RECORDS FOR THIS EXERCISE: Begin

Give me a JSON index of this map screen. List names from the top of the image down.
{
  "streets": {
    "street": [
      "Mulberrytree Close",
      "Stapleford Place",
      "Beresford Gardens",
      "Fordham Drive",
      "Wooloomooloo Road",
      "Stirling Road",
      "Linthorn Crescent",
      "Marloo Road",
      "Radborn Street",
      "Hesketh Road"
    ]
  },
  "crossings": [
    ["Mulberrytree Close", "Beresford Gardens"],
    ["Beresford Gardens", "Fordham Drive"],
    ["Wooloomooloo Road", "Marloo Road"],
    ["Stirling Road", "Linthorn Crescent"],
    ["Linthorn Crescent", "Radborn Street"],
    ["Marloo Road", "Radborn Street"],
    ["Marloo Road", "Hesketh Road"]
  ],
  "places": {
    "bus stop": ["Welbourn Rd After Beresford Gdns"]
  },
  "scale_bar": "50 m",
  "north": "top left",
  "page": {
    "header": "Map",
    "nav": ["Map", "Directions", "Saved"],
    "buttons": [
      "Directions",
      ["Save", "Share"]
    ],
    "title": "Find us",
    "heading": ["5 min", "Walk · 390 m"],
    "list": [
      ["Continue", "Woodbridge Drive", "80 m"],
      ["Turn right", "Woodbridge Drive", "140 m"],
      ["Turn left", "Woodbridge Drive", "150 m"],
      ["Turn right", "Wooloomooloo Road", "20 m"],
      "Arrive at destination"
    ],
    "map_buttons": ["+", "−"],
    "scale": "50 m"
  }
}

RECORDS FOR THIS EXERCISE: End

WHAT IS BEING ASKED:
Among the lines above, find those containing the word "Stirling" and copy each.

WRITTEN ANSWER:
      "Stirling Road",
    ["Stirling Road", "Linthorn Crescent"],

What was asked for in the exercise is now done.